In order to fund its efforts to enter the AWP market, in October 2005, the Company completed a private placement of its Series B Variable Rate Preferred Stock. In December 2005,the Company decided to exit the Class II and Class III markets to focus its efforts solely on the AWP market. Accordingly, the Company has reduced its staff in Tulsa, Oklahoma and El Cajon, California, and has removed nearly all of its gaming devices from the floors of its casino customers. The Company is actively trying to liquidate its inventory of Class II and Class III gaming devices and may not recover the book value of the inventory and other assets. As a result, the Company has taken charges to operations in 2005 of approximately $2,300,000 connection with the closure of the Company's facilities in Oklahoma and California and the liquidation of its inventory and fixed assets in those states. In determining the value of its assets of discontinued operations, the Company relied on estimates provided by potential buyers, industry operators and its own limited sales results. Therefore, the Company cannot assure what it will realize upon the disposition of these assets.
In fiscal 2005, the Company has accounted for the results of operations and assets used in the Class II and Class III markets as discontinued operations. The income or loss from discontinued operations includes the operating loss and the gain or loss on sale, if any, of these assets. Fiscal 2004 results of operations has been reclassified to reflect the Class II and Class III results as discontinued operations.

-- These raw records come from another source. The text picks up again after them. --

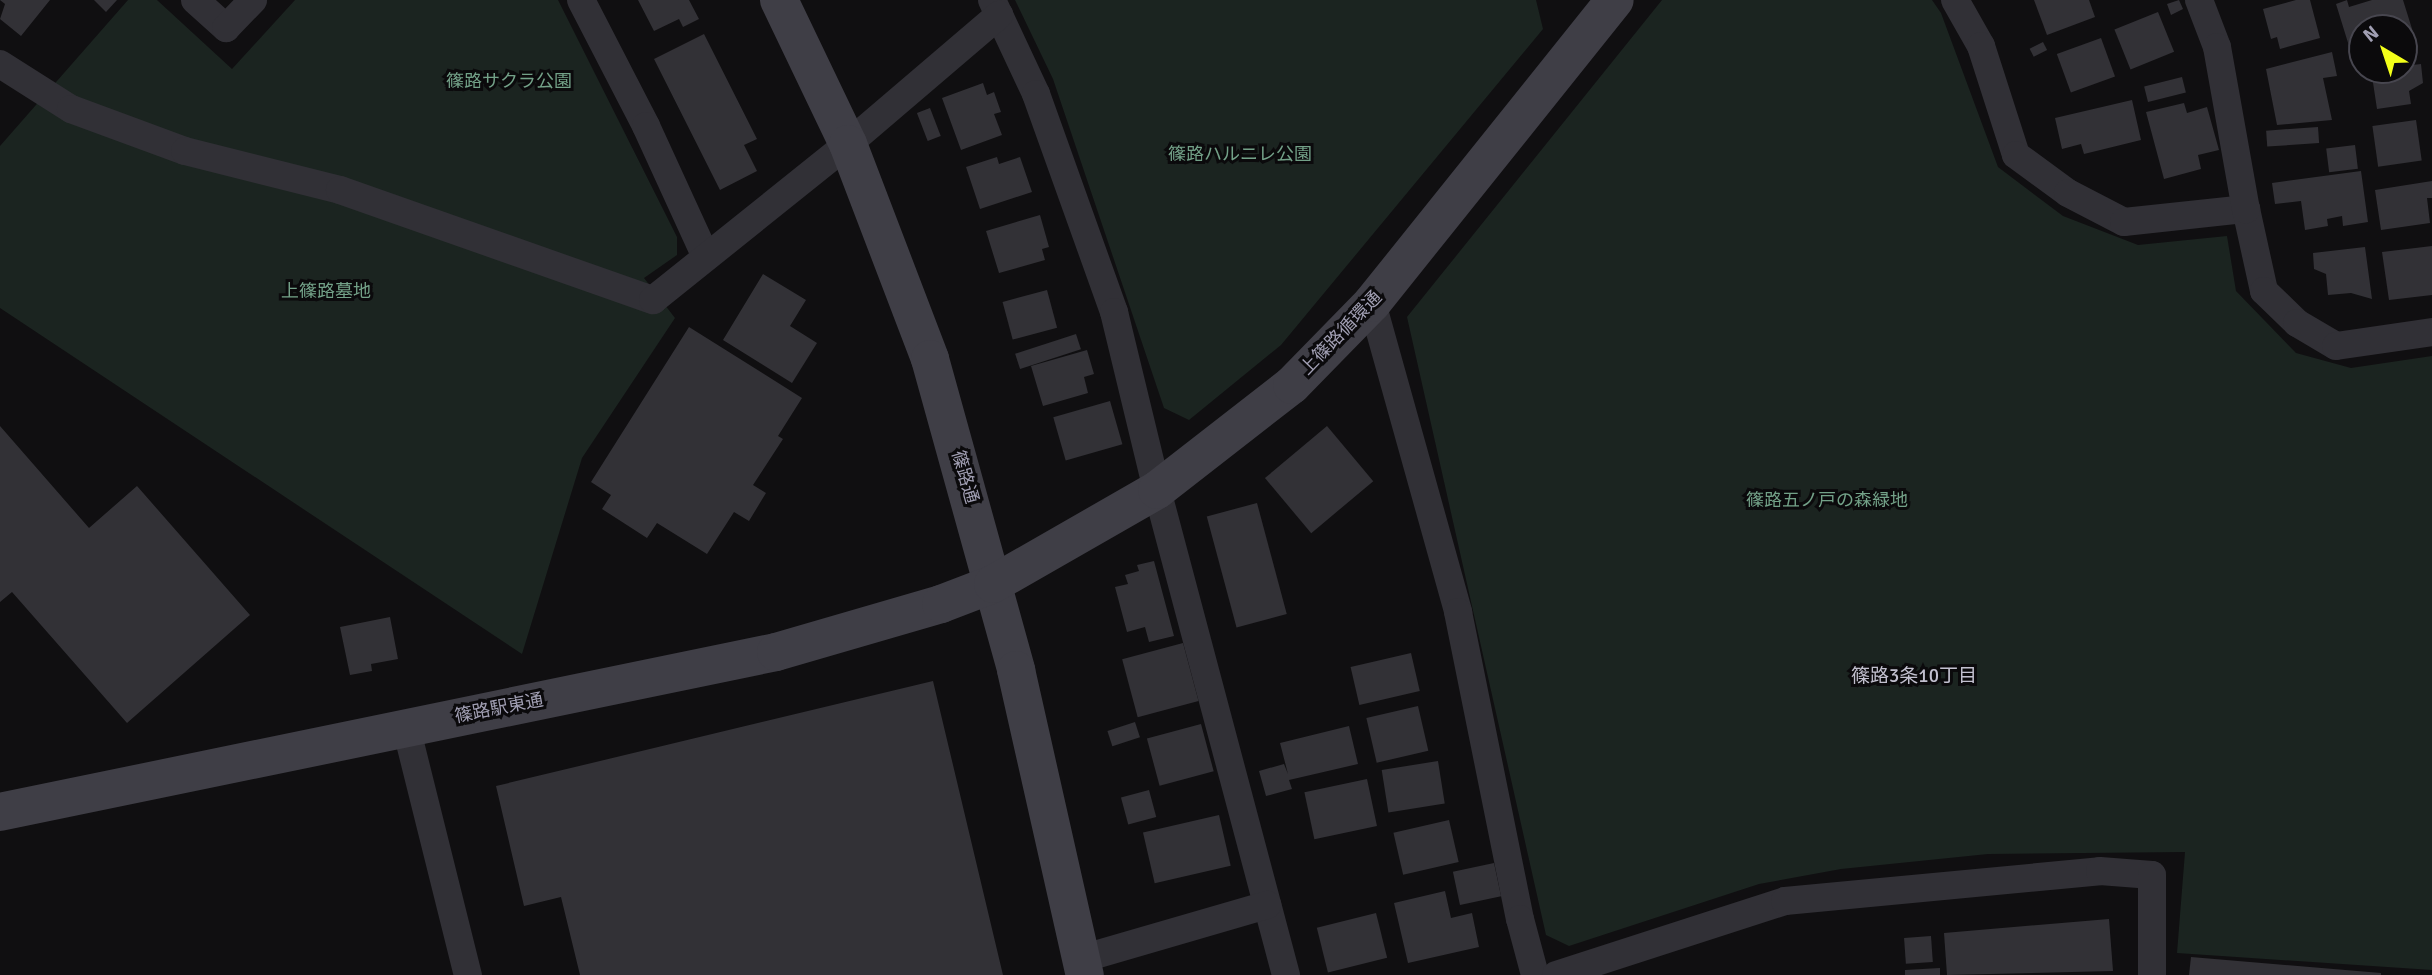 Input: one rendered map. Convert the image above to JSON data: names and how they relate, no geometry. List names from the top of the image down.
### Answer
{
  "streets": {
    "street": ["上篠路循環通", "篠路通", "篠路駅東通"]
  },
  "crossings": [
    ["上篠路循環通", "篠路通"],
    ["上篠路循環通", "篠路駅東通"],
    ["篠路通", "篠路駅東通"]
  ],
  "districts": ["篠路3条10丁目"],
  "parks": [
    "篠路サクラ公園",
    "篠路ハルニレ公園",
    "上篠路墓地",
    "篠路五ノ戸の森緑地"
  ],
  "north": "top left"
}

The Company currently has 20 AWP machines in operation in Florida on a test basis and has agreements signed and a backlog of 2,450 machines as of March 21, 2006. However, the Company's AWP business is still in development. If we do not have or do not expect to have significant sales of our products within this market in the first six-months of fiscal 2006, we will present our financial statements as a development stage company in the first quarter of 2006. Management did not consider the Company to be in the development stage in fiscal 2005 because it continued to develop and market its Class II and Class III games through December 2005.
Results of Operations:
Year Ended December 31, 2005 Compared to Year Ended December 31, 2004
Revenues. The Company's revenues from continuing operations for the years ended December 31, 2005 and 2004 were $0 due to the fact that the Company is new to the AWP business and had no revenue producing sales.
Cost of Revenues and Gross Profit. The Company's cost of revenues from continuing operations for the year ended December 31, 2005 was $1,517, compared to $0 for the year ended December 31, 2004, an increase of 100%. The cost of revenues in 2005 relate to installation of the Company's games on a trial basis.
Gross profit for the year ended December 31, 2005 was ($1,517) compared to $0 for the year ended December 31, 2004. The loss was due to the fact that no revenue from continuing operations had been generated for the initial installation of AWP Products.
Research and Product Development Expenses. Research and product development expenses for continuing operations for the year ended December 31, 2005 were $361,122, compared to $0 for the year ended December 31, 2004. The increase was due to the Company beginning development of its AWP products.
Sales and Marketing Expenses. Sales and marketing expenses for the year ended December 31, 2005 were $642,642, compared to $0 for the year ended December 31, 2004. The increases in expense primarily resulted from the Company commencing operations in the AWP market and consists primarily of amortization of the long-term technology and distribution rights acquired from Bally Gaming.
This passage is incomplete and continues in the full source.